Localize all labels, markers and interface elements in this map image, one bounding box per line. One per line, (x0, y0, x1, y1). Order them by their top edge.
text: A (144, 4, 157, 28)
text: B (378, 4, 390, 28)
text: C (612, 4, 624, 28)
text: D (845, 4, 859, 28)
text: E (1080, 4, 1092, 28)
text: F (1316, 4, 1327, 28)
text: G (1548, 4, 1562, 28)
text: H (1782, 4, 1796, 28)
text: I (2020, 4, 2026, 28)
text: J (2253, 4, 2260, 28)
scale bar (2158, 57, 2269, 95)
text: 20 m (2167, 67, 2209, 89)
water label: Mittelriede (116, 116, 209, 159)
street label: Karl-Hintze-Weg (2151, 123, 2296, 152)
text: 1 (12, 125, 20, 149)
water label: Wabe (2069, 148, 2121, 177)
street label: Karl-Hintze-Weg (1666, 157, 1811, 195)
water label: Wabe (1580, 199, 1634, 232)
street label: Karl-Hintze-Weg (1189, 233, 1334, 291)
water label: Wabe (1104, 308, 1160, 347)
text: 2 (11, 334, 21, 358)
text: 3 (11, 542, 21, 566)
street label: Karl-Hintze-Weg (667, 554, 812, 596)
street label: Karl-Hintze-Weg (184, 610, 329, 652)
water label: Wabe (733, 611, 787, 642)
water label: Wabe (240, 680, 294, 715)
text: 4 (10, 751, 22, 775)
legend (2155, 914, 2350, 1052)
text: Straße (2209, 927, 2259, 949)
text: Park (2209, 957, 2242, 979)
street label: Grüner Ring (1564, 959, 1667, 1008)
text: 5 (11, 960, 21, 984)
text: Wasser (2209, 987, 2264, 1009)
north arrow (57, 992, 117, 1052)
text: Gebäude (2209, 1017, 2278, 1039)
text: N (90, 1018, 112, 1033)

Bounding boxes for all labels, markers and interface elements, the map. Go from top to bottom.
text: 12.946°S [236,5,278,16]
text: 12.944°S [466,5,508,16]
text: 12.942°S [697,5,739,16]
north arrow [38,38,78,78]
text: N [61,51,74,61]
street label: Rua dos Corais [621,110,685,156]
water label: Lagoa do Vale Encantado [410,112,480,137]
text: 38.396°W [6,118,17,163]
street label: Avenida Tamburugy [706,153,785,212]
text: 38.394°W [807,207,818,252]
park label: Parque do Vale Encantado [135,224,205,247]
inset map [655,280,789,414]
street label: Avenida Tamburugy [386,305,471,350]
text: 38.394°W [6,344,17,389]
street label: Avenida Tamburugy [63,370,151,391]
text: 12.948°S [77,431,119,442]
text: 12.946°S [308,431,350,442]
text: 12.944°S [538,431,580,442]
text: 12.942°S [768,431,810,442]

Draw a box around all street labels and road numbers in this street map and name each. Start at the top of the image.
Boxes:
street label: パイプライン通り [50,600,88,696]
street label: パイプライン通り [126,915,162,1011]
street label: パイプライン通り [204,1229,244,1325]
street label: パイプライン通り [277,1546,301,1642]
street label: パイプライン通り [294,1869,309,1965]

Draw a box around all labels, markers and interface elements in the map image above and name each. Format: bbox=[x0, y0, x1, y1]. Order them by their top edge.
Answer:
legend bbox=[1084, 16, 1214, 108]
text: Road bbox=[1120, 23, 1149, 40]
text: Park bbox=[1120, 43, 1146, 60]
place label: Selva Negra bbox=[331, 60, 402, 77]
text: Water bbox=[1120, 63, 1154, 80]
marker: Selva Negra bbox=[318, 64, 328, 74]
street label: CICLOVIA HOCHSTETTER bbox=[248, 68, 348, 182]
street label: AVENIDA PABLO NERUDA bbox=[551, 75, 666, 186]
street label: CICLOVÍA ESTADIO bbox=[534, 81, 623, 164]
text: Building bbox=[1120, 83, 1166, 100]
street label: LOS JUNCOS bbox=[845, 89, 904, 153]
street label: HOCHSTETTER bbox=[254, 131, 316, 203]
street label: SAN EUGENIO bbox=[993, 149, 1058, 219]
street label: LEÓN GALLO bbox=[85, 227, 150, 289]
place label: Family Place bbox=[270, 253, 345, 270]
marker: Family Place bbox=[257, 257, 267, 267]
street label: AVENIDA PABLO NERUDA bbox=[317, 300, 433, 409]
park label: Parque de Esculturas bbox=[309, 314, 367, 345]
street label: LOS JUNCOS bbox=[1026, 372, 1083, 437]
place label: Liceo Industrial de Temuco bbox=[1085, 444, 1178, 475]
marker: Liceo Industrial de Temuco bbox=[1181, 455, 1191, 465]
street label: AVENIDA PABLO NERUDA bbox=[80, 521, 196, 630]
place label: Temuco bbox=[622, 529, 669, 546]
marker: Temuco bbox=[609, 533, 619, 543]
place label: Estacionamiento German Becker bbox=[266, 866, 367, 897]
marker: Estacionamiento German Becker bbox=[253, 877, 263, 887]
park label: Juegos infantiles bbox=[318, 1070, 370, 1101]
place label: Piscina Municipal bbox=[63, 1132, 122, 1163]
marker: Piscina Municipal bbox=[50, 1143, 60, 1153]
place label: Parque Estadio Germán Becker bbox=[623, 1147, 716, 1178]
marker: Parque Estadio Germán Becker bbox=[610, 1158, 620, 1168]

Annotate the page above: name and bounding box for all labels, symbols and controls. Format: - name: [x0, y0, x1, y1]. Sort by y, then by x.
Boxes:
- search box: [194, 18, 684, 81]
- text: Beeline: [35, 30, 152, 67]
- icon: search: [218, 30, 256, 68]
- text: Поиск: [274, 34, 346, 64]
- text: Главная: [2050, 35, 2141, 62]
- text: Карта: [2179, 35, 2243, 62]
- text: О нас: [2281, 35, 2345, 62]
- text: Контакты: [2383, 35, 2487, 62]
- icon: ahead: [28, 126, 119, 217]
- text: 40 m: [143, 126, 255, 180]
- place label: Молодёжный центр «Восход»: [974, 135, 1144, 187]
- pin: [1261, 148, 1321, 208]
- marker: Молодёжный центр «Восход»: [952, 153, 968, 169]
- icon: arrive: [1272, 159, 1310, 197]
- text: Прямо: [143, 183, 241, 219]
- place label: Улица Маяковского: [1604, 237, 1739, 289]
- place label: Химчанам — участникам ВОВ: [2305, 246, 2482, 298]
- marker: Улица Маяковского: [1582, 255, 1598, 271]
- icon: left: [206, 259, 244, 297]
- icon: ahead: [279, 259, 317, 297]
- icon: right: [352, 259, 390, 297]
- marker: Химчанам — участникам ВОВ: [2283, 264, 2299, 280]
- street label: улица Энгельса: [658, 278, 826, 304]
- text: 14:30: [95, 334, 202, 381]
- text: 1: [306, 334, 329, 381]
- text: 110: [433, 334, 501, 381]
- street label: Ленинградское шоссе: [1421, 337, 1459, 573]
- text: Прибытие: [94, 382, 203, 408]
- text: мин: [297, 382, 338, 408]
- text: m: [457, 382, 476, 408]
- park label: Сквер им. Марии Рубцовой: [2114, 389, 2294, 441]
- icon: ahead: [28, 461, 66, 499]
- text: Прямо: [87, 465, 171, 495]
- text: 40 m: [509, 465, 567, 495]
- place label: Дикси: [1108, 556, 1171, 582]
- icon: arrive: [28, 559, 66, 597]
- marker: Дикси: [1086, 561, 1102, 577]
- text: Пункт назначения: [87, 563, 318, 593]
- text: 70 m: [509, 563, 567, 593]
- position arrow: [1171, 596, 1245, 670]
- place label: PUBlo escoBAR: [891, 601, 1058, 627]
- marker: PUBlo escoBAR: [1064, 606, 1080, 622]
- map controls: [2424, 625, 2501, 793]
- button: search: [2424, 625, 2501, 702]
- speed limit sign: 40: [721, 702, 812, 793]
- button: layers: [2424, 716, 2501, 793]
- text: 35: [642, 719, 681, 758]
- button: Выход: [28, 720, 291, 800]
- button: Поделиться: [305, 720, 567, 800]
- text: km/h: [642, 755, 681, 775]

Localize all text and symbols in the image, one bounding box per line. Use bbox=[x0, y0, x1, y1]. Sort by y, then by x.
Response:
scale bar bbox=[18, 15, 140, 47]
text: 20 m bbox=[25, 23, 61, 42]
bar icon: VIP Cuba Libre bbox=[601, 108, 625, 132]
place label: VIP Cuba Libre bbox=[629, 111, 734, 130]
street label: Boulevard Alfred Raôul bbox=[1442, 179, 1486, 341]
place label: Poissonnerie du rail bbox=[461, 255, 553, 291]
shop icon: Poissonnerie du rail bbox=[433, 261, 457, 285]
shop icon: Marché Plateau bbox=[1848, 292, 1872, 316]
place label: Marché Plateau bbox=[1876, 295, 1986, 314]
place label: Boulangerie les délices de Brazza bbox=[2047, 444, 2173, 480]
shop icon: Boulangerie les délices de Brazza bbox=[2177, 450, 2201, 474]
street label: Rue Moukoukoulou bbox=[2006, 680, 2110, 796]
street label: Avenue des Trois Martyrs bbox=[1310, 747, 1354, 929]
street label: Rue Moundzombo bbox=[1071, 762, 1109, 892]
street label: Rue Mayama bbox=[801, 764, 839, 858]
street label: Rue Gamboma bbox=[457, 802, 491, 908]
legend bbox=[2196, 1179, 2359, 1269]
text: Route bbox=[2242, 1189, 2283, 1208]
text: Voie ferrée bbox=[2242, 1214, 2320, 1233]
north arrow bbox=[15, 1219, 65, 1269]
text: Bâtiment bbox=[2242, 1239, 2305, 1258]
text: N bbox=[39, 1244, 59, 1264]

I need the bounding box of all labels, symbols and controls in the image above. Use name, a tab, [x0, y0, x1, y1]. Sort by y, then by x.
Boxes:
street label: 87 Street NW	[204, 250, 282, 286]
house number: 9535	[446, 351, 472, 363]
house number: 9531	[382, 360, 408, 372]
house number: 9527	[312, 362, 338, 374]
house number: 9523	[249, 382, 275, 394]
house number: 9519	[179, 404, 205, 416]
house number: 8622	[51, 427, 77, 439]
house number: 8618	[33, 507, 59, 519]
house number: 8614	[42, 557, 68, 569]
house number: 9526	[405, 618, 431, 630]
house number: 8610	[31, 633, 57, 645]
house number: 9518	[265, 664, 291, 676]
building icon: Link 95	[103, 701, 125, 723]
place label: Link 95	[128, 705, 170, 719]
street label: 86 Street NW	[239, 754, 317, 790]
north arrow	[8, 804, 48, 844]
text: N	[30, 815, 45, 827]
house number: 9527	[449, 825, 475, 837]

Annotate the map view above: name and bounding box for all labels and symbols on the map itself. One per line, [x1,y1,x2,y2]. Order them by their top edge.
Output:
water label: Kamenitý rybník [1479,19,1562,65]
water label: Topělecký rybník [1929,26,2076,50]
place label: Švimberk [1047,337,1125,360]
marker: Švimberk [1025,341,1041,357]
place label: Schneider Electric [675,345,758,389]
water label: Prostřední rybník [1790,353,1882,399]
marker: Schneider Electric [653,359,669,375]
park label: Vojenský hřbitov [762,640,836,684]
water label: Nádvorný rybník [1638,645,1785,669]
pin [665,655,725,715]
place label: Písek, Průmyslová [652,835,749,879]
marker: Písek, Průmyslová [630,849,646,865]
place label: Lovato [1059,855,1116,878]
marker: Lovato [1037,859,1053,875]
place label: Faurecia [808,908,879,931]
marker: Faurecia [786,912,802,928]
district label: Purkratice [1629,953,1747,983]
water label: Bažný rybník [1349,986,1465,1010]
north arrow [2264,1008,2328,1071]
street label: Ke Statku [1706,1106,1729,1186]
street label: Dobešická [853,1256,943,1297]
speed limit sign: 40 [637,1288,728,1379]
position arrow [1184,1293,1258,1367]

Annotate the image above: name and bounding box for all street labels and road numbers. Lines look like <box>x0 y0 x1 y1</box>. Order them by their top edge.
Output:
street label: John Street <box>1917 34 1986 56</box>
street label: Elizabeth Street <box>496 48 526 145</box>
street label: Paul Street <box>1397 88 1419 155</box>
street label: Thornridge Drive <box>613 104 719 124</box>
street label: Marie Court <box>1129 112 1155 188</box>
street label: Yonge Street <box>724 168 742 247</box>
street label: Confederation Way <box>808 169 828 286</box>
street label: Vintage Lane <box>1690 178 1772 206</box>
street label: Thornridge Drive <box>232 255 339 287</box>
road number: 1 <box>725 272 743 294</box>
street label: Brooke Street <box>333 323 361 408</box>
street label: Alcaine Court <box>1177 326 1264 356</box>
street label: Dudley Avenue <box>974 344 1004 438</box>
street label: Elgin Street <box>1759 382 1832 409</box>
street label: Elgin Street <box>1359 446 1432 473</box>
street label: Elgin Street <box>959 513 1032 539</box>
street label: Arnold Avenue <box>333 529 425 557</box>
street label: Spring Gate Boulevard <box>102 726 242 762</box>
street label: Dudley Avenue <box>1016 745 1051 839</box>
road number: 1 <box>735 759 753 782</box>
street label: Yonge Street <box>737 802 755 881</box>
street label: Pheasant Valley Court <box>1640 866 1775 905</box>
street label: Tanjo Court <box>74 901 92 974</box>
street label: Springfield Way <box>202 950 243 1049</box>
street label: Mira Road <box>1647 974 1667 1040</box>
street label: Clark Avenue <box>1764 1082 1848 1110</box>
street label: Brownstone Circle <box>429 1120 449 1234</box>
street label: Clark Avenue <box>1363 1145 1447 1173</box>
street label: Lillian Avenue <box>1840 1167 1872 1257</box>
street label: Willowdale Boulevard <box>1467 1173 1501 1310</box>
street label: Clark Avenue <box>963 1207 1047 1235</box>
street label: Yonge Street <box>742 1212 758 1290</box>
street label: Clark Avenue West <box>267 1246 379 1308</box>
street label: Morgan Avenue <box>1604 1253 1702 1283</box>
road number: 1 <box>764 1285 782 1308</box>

**WHAT YOU WILL DO**
Copy down each line in the entries that has the word "rail".

**ANSWER TO THIS PROBLEM**
place label: Poissonnerie du rail bbox=[461, 255, 553, 291]
shop icon: Poissonnerie du rail bbox=[433, 261, 457, 285]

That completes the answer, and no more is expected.